Among Barricelli’s “prime directives” was to increase the number of Equity contracts and to “inch up the pay grade as much as I could to make it more attractive to work here.” But he understood that he could never pay enough to attract artists simply for the money. “I had to make the work experience here a special one. My hope was that people who had worked here, when they were at the bar with their peers after their next gig, would talk about what a great time they had here, and would say, ‘I was able to realize my vision with my work.’”
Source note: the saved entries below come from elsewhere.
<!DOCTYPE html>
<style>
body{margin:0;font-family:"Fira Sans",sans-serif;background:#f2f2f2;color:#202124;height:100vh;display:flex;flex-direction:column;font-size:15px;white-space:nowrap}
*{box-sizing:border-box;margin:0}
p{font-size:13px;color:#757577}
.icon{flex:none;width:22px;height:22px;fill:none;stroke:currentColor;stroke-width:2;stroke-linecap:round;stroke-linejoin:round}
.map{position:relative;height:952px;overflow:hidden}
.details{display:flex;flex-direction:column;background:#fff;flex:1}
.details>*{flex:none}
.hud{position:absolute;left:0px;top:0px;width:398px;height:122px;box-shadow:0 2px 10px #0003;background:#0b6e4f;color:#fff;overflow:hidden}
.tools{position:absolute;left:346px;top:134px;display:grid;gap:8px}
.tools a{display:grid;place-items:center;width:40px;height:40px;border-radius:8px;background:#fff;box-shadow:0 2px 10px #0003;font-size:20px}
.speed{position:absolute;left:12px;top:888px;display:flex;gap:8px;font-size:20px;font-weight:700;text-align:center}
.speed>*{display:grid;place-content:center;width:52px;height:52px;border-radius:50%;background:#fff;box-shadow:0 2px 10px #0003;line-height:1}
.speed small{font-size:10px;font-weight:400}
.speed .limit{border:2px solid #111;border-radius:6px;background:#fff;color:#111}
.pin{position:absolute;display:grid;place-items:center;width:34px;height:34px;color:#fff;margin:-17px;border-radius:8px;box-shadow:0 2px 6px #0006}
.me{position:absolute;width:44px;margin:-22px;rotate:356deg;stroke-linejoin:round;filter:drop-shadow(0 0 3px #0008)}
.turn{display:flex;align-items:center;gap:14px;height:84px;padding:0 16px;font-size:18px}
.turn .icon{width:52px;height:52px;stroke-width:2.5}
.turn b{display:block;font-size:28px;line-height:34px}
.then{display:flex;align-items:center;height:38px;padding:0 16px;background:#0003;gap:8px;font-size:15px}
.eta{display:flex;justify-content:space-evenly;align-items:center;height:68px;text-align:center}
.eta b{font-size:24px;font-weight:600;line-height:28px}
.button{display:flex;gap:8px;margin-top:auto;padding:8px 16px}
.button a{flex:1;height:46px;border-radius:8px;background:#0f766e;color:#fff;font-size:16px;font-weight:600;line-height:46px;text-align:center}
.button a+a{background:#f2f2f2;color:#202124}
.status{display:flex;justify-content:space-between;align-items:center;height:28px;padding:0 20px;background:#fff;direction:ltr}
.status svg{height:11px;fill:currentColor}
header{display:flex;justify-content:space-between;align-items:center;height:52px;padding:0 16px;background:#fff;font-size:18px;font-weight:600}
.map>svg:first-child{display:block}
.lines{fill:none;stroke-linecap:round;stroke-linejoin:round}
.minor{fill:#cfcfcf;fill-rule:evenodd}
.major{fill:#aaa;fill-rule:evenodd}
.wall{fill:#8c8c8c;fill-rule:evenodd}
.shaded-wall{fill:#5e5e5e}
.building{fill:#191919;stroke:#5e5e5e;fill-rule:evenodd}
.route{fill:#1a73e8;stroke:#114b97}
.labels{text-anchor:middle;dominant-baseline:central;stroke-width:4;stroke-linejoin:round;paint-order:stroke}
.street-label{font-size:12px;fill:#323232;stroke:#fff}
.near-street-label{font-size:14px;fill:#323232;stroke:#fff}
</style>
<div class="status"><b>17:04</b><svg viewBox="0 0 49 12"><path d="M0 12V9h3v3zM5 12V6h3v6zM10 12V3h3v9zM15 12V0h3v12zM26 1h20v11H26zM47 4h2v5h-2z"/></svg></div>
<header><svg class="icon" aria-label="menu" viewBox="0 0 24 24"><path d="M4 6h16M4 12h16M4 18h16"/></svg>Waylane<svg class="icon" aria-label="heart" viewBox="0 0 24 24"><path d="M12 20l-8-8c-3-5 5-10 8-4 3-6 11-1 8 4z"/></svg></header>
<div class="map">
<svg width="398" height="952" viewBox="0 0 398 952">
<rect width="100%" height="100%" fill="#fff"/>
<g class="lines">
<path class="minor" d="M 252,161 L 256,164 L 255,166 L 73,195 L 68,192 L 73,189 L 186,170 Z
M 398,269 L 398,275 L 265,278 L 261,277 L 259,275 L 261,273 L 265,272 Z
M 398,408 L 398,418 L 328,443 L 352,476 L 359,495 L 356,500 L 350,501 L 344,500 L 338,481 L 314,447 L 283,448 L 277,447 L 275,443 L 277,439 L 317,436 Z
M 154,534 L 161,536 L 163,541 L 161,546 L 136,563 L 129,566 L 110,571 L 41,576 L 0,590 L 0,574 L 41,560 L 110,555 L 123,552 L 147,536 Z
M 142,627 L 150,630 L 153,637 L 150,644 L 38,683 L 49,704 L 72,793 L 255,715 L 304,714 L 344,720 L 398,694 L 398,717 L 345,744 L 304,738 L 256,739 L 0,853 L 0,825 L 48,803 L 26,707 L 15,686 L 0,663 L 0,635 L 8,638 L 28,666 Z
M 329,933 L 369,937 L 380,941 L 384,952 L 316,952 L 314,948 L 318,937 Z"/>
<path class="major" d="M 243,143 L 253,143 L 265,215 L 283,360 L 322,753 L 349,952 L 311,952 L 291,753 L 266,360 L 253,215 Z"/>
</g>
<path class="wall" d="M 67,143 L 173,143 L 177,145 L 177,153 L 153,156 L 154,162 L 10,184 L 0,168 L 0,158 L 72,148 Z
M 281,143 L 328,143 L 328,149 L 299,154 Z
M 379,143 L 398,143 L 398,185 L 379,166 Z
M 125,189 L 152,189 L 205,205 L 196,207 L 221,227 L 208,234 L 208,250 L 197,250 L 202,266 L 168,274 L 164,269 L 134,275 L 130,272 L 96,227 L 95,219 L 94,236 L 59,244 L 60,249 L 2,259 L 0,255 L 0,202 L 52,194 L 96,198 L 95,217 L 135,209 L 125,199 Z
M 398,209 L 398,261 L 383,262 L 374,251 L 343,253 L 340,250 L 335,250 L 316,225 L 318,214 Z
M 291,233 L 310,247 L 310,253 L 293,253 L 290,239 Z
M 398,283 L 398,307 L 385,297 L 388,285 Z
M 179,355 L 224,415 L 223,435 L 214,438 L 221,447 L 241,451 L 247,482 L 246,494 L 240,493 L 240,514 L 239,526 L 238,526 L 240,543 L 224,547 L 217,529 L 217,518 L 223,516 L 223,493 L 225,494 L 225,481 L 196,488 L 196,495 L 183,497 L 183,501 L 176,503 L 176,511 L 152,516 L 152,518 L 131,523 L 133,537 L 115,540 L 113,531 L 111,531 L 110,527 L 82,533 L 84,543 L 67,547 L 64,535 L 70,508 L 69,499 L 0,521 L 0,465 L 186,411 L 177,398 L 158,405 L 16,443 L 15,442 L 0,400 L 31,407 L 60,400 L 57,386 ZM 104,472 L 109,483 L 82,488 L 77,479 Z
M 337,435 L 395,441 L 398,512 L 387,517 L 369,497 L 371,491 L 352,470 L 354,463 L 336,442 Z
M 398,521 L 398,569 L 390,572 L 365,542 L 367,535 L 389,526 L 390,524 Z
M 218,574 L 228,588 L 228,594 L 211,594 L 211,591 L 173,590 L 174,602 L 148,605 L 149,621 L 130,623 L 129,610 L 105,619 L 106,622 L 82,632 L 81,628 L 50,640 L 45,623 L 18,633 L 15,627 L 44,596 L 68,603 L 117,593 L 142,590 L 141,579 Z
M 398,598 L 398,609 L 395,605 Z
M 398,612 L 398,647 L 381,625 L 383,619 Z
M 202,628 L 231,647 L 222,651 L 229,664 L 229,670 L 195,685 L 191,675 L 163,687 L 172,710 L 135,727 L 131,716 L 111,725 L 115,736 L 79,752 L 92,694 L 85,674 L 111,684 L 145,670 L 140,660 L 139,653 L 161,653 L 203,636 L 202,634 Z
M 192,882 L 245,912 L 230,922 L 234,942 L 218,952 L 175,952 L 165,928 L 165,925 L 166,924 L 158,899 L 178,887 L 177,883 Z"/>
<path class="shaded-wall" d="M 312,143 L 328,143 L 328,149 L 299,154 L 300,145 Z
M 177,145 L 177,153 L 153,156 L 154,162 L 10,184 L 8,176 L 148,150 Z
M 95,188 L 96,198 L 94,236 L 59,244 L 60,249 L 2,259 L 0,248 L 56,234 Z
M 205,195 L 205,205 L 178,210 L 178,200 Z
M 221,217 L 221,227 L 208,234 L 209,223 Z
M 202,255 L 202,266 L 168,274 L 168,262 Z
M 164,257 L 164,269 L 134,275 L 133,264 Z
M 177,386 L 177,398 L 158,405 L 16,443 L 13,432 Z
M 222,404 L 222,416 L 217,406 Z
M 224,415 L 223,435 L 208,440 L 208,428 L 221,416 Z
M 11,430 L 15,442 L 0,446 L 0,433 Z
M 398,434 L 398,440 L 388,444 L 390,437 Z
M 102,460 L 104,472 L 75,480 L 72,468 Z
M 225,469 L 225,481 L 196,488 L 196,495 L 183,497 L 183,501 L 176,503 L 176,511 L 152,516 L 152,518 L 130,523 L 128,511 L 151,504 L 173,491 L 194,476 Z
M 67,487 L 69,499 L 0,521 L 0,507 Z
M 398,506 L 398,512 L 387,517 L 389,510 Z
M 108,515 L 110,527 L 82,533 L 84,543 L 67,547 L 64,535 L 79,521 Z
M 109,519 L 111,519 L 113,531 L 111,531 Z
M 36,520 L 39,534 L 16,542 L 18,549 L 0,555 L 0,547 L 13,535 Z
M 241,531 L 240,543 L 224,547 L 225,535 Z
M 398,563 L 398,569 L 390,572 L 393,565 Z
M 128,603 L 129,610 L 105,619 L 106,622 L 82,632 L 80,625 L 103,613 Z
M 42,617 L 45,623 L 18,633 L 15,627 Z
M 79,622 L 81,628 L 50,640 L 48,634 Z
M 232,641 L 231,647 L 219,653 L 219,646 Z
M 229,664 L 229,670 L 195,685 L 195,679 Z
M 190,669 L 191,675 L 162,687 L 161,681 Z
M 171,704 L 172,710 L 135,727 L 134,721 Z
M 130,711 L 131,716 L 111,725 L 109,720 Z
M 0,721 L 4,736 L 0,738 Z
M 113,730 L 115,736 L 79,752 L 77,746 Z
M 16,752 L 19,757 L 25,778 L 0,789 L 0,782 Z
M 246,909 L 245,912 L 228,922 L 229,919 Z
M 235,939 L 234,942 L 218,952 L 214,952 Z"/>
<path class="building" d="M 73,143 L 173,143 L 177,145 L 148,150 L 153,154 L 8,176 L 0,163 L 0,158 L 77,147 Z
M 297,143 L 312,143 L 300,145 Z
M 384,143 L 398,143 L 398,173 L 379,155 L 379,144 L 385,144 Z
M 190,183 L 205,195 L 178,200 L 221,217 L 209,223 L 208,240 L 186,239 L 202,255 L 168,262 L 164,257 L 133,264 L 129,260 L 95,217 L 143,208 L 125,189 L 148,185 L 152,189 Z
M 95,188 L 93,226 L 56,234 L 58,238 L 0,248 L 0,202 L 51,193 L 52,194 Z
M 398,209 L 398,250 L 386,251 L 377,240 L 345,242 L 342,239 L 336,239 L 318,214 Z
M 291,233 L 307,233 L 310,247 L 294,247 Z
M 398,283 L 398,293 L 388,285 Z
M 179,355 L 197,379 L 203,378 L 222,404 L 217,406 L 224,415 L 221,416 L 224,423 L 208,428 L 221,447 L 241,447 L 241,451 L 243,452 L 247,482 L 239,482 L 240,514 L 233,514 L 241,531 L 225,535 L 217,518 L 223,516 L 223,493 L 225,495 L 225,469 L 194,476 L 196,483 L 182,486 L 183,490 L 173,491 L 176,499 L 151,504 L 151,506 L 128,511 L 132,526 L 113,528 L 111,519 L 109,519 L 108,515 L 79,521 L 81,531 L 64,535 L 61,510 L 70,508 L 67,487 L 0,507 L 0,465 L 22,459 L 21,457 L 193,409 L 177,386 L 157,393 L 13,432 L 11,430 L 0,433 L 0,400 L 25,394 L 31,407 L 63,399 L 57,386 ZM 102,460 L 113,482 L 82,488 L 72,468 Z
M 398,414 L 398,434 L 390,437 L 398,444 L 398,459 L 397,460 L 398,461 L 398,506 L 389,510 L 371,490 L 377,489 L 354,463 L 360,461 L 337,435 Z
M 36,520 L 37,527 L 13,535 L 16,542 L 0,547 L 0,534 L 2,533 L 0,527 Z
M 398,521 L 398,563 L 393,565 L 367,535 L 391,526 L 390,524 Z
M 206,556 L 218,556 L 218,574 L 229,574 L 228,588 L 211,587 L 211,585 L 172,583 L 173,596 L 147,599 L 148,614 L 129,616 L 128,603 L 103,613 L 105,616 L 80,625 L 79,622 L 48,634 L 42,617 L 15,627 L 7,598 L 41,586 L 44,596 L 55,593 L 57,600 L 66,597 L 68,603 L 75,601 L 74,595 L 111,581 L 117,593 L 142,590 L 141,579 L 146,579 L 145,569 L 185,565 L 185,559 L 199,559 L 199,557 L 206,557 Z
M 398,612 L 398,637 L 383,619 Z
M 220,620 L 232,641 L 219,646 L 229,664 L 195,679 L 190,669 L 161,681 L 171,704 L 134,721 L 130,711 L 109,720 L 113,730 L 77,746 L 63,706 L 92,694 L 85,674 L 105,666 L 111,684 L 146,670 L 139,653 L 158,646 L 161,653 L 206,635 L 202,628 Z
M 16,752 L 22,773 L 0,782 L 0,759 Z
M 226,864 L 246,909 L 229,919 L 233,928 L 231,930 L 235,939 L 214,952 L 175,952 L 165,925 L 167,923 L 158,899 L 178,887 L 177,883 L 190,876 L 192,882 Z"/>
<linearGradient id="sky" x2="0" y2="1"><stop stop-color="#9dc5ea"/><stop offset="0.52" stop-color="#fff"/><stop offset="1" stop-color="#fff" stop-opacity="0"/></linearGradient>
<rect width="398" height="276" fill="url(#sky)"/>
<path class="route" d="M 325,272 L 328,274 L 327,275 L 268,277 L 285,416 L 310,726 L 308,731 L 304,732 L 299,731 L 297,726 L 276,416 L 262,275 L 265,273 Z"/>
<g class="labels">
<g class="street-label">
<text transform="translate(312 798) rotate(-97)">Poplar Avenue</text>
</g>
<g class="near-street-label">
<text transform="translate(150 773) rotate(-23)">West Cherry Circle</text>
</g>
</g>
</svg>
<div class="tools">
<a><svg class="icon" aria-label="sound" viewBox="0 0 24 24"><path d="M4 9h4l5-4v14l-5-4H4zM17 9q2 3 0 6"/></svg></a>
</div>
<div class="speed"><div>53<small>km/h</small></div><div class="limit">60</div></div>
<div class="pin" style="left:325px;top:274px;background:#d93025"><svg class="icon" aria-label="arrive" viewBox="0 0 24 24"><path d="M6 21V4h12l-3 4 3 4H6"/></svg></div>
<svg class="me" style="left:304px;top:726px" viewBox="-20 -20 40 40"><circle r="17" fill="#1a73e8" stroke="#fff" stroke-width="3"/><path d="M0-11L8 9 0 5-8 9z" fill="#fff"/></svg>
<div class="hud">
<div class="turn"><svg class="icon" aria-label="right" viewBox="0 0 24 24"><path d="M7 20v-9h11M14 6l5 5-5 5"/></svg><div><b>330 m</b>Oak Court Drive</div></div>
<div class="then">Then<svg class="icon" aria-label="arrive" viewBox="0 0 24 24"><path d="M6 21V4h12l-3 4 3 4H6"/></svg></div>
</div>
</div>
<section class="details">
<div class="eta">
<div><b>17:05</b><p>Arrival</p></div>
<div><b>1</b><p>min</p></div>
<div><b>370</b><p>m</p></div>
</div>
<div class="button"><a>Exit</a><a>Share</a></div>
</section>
For his part, Barricelli was mostly able to maximize his own vision, though he’s frustrated that the ground gained by him and his team—including resident designer Michael Ganio, who supervised a renovation of the weather-worn outdoor stage, and longtime local costume guru B. Modern, who’d been dressing SSC shows for decades—will have been for naught. At press time, UCSC chancellor George Blumenthal was talking hopefully about the university working with an “independent group.” But this is clearly the end of an era, and Barricelli fears that the chance for artists to work within the creative constraints of rotating repertory, already scarce in the American theatre, just got scarcer.
Despite this unhappy ending, Barricelli—who at SSC acted in The Lion in Winter and directed Twelfth Night—plans to seek another artistic director position: “I love nothing more than standing in the back of the house in the dark and watching the audience lean into these plays, and watching these people I put together do these plays.”